» EXERCISE PROMPT
Restate all entries exactly. Skip the images.
SUPPLIED DATA Start Marker
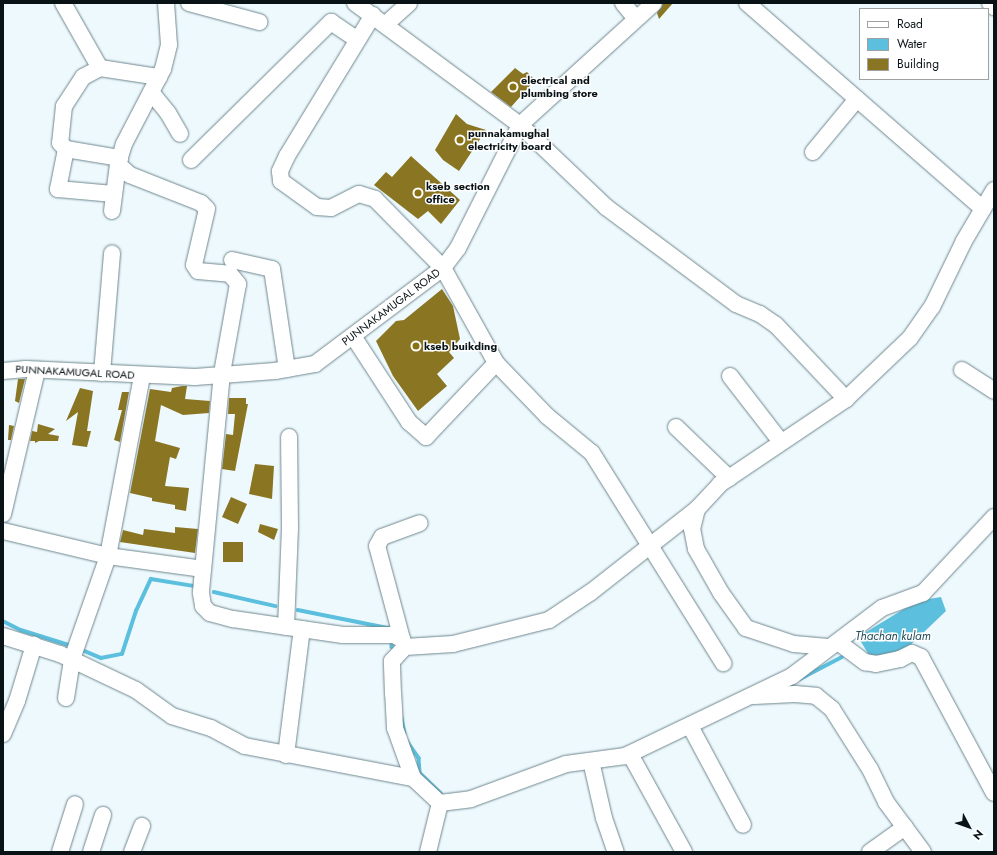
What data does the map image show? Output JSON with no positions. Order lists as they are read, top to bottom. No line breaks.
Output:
{"streets":{"street":["PUNNAKAMUGAL ROAD"]},"water":["Thachan kulam"],"places":["electrical and plumbing store","punnakamughal electricity board","kseb section office","kseb buikding"],"legend":["Road","Water","Building"],"north":"bottom right"}
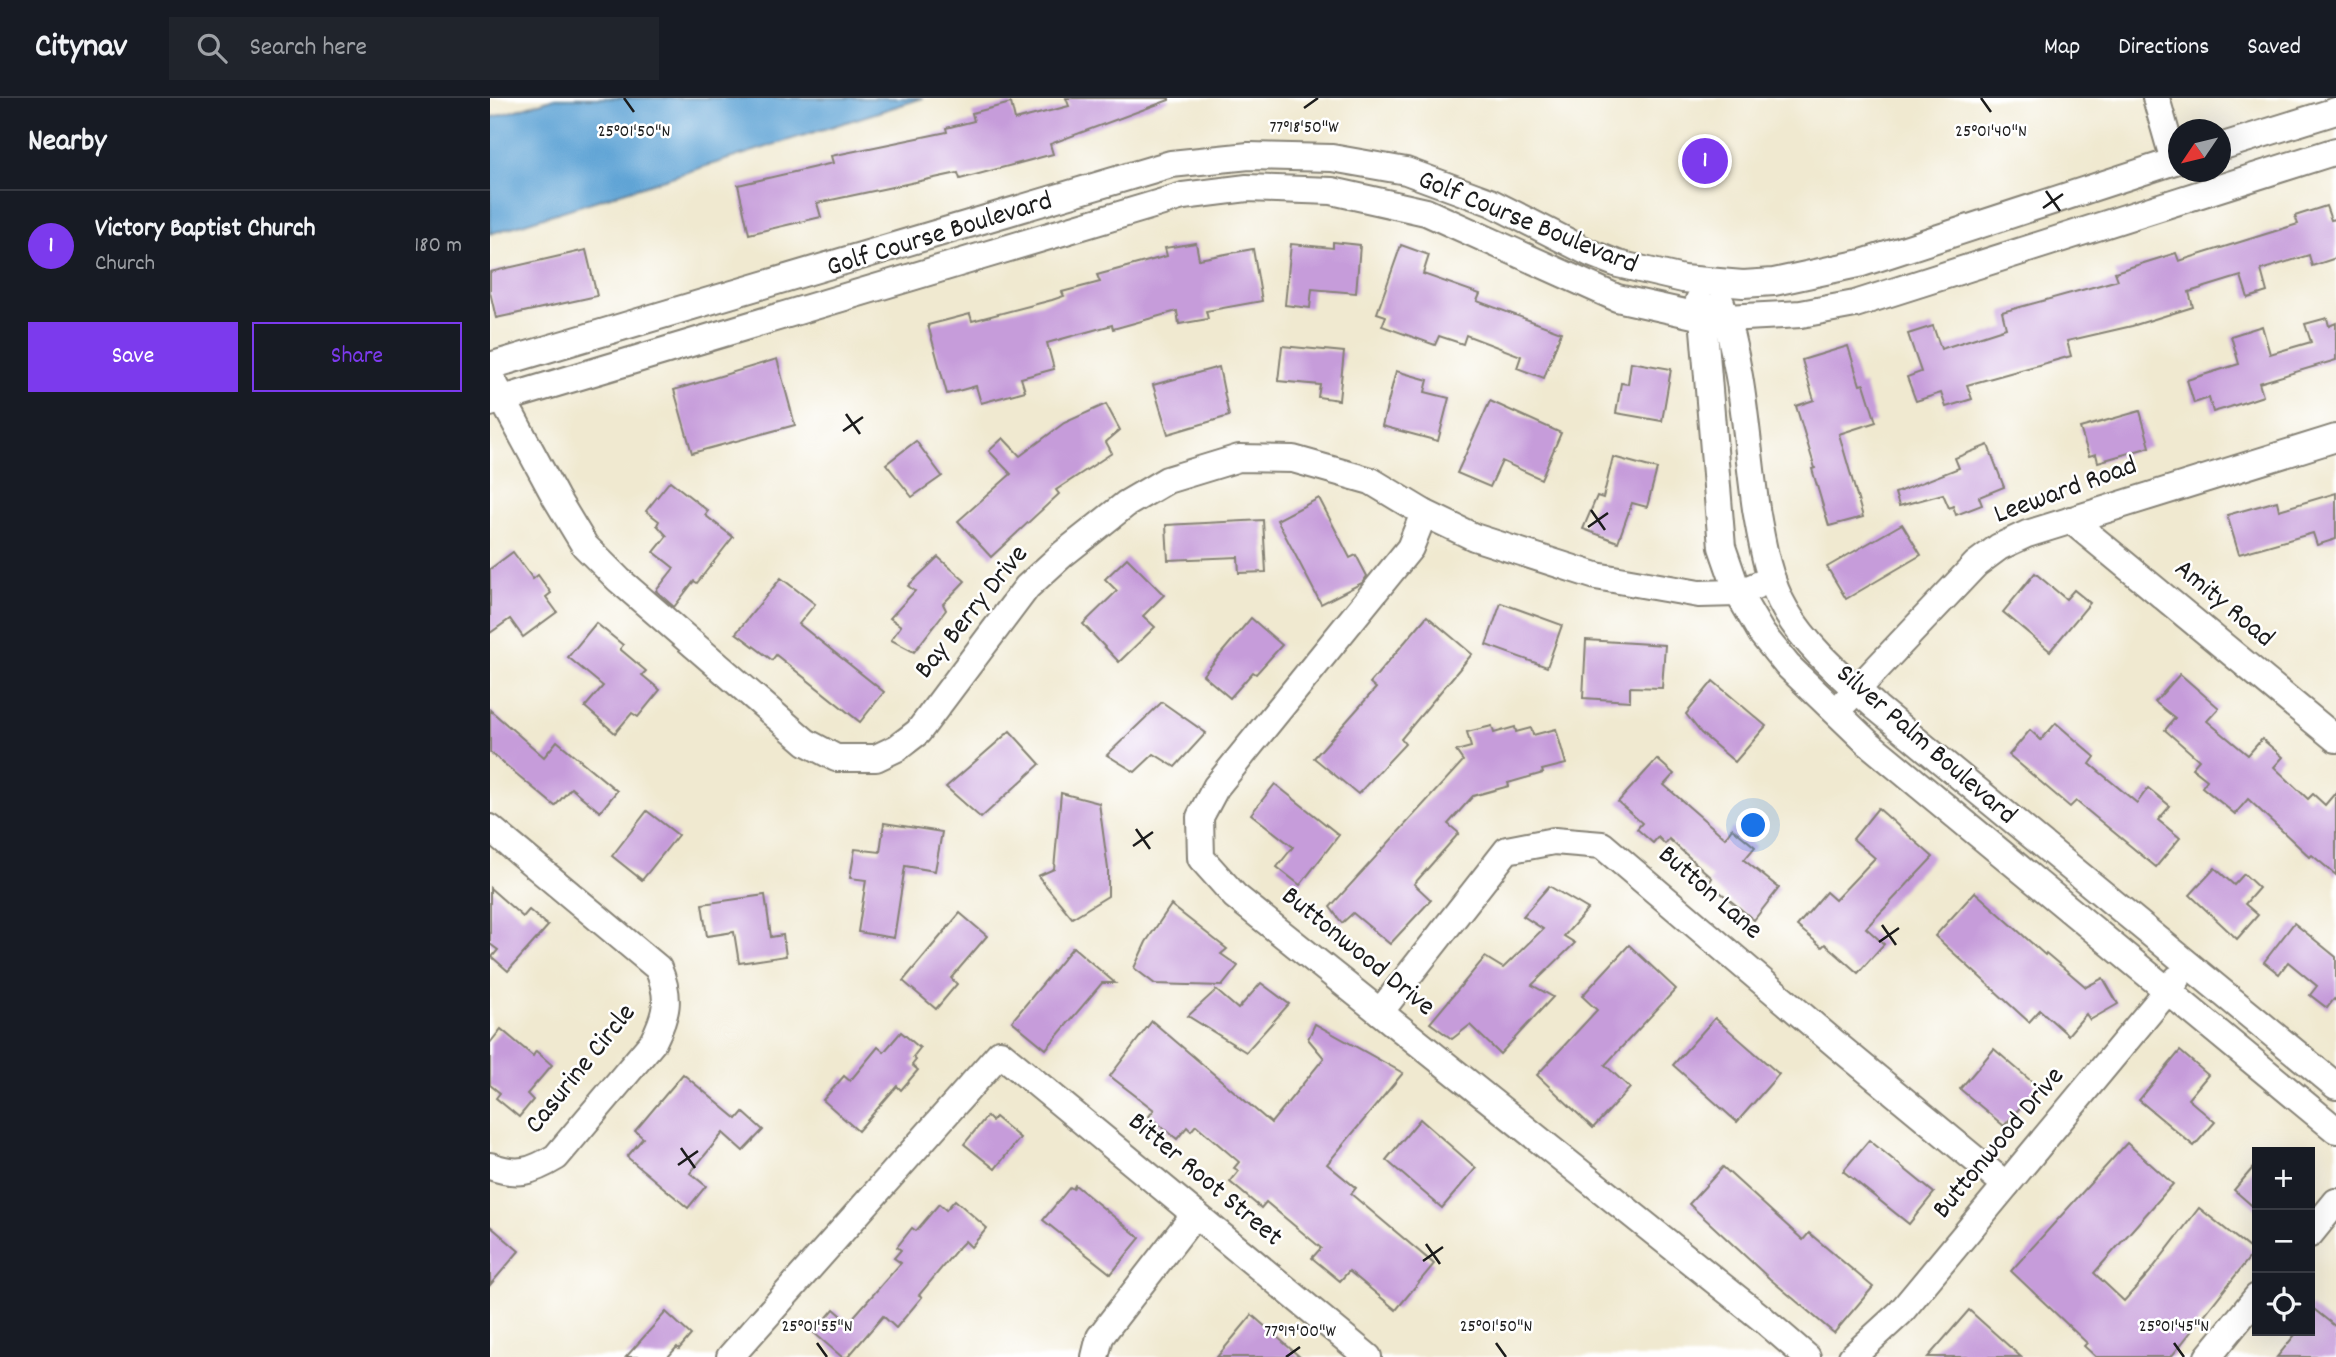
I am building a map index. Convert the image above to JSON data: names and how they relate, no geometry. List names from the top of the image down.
{
  "streets": {
    "street": [
      "Golf Course Boulevard",
      "Leeward Road",
      "Amity Road",
      "Bay Berry Drive",
      "Silver Palm Boulevard",
      "Button Lane",
      "Buttonwood Drive",
      "Casurine Circle",
      "Bitter Root Street"
    ]
  },
  "crossings": [
    ["Golf Course Boulevard", "Bay Berry Drive"],
    ["Golf Course Boulevard", "Silver Palm Boulevard"],
    ["Leeward Road", "Amity Road"],
    ["Leeward Road", "Silver Palm Boulevard"],
    ["Bay Berry Drive", "Silver Palm Boulevard"],
    ["Bay Berry Drive", "Buttonwood Drive"],
    ["Silver Palm Boulevard", "Buttonwood Drive"],
    ["Button Lane", "Buttonwood Drive"]
  ],
  "north": "bottom left",
  "page": {
    "header": "Citynav",
    "search": "Search here",
    "nav": ["Map", "Directions", "Saved"],
    "heading": "Nearby",
    "pins": "1",
    "list": [
      {
        "mark": "1",
        "name": "Victory Baptist Church",
        "note": "Church",
        "value": "180 m"
      }
    ],
    "buttons": ["Save", "Share"],
    "map_buttons": ["+", "−"]
  },
  "coordinates": [
    "77°18'50\"W",
    "25°01'50\"N",
    "25°01'40\"N",
    "25°01'55\"N",
    "25°01'45\"N",
    "77°19'00\"W"
  ]
}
SUPPLIED DATA End Marker
» ANSWER TO THIS EXERCISE
What data does the map image show? Output JSON with no positions. Order lists as they are read, top to bottom. No line breaks.
Output:
{"streets":{"street":["PUNNAKAMUGAL ROAD"]},"water":["Thachan kulam"],"places":["electrical and plumbing store","punnakamughal electricity board","kseb section office","kseb buikding"],"legend":["Road","Water","Building"],"north":"bottom right"}
I am building a map index. Convert the image above to JSON data: names and how they relate, no geometry. List names from the top of the image down.
{
  "streets": {
    "street": [
      "Golf Course Boulevard",
      "Leeward Road",
      "Amity Road",
      "Bay Berry Drive",
      "Silver Palm Boulevard",
      "Button Lane",
      "Buttonwood Drive",
      "Casurine Circle",
      "Bitter Root Street"
    ]
  },
  "crossings": [
    ["Golf Course Boulevard", "Bay Berry Drive"],
    ["Golf Course Boulevard", "Silver Palm Boulevard"],
    ["Leeward Road", "Amity Road"],
    ["Leeward Road", "Silver Palm Boulevard"],
    ["Bay Berry Drive", "Silver Palm Boulevard"],
    ["Bay Berry Drive", "Buttonwood Drive"],
    ["Silver Palm Boulevard", "Buttonwood Drive"],
    ["Button Lane", "Buttonwood Drive"]
  ],
  "north": "bottom left",
  "page": {
    "header": "Citynav",
    "search": "Search here",
    "nav": ["Map", "Directions", "Saved"],
    "heading": "Nearby",
    "pins": "1",
    "list": [
      {
        "mark": "1",
        "name": "Victory Baptist Church",
        "note": "Church",
        "value": "180 m"
      }
    ],
    "buttons": ["Save", "Share"],
    "map_buttons": ["+", "−"]
  },
  "coordinates": [
    "77°18'50\"W",
    "25°01'50\"N",
    "25°01'40\"N",
    "25°01'55\"N",
    "25°01'45\"N",
    "77°19'00\"W"
  ]
}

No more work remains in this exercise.